> [Exercise directions]:
The answer must be every record below, repeated exactly.
-- -- --
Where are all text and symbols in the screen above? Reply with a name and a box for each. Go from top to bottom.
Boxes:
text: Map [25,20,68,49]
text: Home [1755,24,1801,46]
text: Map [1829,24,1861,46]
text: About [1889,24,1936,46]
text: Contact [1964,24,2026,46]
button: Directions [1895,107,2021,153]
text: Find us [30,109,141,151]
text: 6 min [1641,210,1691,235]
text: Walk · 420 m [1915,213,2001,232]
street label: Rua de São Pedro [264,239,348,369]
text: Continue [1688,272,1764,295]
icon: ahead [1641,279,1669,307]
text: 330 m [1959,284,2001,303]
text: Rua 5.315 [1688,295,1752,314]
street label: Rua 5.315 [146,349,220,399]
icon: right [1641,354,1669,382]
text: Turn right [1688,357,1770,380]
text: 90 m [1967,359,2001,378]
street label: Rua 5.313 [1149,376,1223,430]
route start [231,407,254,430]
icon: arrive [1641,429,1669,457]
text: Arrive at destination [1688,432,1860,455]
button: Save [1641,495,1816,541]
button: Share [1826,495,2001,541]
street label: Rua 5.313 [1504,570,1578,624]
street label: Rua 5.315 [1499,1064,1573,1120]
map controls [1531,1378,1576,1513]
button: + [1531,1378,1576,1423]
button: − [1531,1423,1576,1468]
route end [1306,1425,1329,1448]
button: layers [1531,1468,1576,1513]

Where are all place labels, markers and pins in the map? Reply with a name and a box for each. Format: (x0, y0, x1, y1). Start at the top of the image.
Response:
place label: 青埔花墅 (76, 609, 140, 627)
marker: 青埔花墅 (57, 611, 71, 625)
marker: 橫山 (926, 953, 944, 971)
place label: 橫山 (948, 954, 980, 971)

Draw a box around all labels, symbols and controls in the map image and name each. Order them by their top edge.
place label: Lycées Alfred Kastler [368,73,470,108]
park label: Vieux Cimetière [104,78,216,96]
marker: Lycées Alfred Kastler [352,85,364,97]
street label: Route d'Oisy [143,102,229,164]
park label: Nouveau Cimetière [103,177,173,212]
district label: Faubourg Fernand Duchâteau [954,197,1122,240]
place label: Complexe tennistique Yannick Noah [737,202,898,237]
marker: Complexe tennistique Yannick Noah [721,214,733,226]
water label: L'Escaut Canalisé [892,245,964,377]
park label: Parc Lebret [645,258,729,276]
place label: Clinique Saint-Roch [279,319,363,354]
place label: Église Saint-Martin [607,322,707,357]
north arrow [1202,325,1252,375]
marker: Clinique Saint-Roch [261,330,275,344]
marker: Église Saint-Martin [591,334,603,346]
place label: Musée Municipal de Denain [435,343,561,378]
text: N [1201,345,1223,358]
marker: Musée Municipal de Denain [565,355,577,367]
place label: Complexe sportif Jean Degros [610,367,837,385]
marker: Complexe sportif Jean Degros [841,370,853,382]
-- -- --
> [Written response]:
Where are all text and symbols in the screen above? Reply with a name and a box for each. Go from top to bottom.
Boxes:
text: Map [25,20,68,49]
text: Home [1755,24,1801,46]
text: Map [1829,24,1861,46]
text: About [1889,24,1936,46]
text: Contact [1964,24,2026,46]
button: Directions [1895,107,2021,153]
text: Find us [30,109,141,151]
text: 6 min [1641,210,1691,235]
text: Walk · 420 m [1915,213,2001,232]
street label: Rua de São Pedro [264,239,348,369]
text: Continue [1688,272,1764,295]
icon: ahead [1641,279,1669,307]
text: 330 m [1959,284,2001,303]
text: Rua 5.315 [1688,295,1752,314]
street label: Rua 5.315 [146,349,220,399]
icon: right [1641,354,1669,382]
text: Turn right [1688,357,1770,380]
text: 90 m [1967,359,2001,378]
street label: Rua 5.313 [1149,376,1223,430]
route start [231,407,254,430]
icon: arrive [1641,429,1669,457]
text: Arrive at destination [1688,432,1860,455]
button: Save [1641,495,1816,541]
button: Share [1826,495,2001,541]
street label: Rua 5.313 [1504,570,1578,624]
street label: Rua 5.315 [1499,1064,1573,1120]
map controls [1531,1378,1576,1513]
button: + [1531,1378,1576,1423]
button: − [1531,1423,1576,1468]
route end [1306,1425,1329,1448]
button: layers [1531,1468,1576,1513]

Where are all place labels, markers and pins in the map? Reply with a name and a box for each. Format: (x0, y0, x1, y1). Start at the top of the image.
Response:
place label: 青埔花墅 (76, 609, 140, 627)
marker: 青埔花墅 (57, 611, 71, 625)
marker: 橫山 (926, 953, 944, 971)
place label: 橫山 (948, 954, 980, 971)

Draw a box around all labels, symbols and controls in the map image and name each. Order them by their top edge.
place label: Lycées Alfred Kastler [368,73,470,108]
park label: Vieux Cimetière [104,78,216,96]
marker: Lycées Alfred Kastler [352,85,364,97]
street label: Route d'Oisy [143,102,229,164]
park label: Nouveau Cimetière [103,177,173,212]
district label: Faubourg Fernand Duchâteau [954,197,1122,240]
place label: Complexe tennistique Yannick Noah [737,202,898,237]
marker: Complexe tennistique Yannick Noah [721,214,733,226]
water label: L'Escaut Canalisé [892,245,964,377]
park label: Parc Lebret [645,258,729,276]
place label: Clinique Saint-Roch [279,319,363,354]
place label: Église Saint-Martin [607,322,707,357]
north arrow [1202,325,1252,375]
marker: Clinique Saint-Roch [261,330,275,344]
marker: Église Saint-Martin [591,334,603,346]
place label: Musée Municipal de Denain [435,343,561,378]
text: N [1201,345,1223,358]
marker: Musée Municipal de Denain [565,355,577,367]
place label: Complexe sportif Jean Degros [610,367,837,385]
marker: Complexe sportif Jean Degros [841,370,853,382]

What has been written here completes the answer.